ACO Program Faculty are appointed by the ACO Coordinating Committee, and such appointments are normally renewed annually. ACO Program Faculty take an active role in running the program. This includes, but is not limited to, teaching core and advanced ACO courses, developing new courses, supervising students, and serving on ACO Committees. ACO Program Faculty may be drawn from any Georgia Tech unit, and, when justified, may come from outside of Georgia Tech. Any ACO Program Faculty may serve as a dissertation advisor of any ACO student regardless of departmental affiliation.

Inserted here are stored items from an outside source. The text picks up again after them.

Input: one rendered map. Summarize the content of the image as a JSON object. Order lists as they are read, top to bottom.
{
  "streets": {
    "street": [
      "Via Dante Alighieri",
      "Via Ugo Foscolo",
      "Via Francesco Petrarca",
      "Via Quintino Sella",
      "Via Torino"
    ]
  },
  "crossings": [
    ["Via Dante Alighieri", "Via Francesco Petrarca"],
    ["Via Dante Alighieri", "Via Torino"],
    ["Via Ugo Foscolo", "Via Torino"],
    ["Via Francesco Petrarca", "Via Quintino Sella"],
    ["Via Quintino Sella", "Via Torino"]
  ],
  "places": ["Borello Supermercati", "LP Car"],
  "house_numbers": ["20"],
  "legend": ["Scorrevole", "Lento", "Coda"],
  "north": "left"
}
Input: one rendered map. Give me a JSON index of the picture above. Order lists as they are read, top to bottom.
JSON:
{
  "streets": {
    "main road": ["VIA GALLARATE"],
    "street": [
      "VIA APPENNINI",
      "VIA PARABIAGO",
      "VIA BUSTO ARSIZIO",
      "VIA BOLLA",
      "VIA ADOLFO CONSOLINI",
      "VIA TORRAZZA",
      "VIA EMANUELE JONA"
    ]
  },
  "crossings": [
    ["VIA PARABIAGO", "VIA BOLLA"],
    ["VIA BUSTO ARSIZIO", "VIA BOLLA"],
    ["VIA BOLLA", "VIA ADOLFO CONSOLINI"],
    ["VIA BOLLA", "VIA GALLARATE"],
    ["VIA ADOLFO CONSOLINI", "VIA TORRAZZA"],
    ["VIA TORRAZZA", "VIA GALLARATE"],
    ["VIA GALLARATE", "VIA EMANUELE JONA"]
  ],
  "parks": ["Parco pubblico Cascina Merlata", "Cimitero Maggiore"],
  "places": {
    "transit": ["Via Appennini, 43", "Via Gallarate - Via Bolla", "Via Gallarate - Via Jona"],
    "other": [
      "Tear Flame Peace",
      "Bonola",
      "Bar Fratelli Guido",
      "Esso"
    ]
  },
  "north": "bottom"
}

Currently, the following faculty members serve as ACO Program Faculty:
Shabbir Ahmed
(Ph.D., University of Illinois at Urbana-Champaign, 2000) Associate Professor of Industrial and Systems Engineering.
Stochastic programming and computational optimization.
David Bader
(Ph.D., University of Maryland, 1996) Professor of Computing.
Parallel algorithms, combinatorial optimization,
computational biology, and genomics.
Matthew Baker
(Ph.D., University of California at Berkeley, 1999)
Assistant Professor of Mathematics.
Number theory, arithmetic algebraic geometry.
Nina Balcan
(Ph.D., Carnegie Mellon University Berkeley, 2008)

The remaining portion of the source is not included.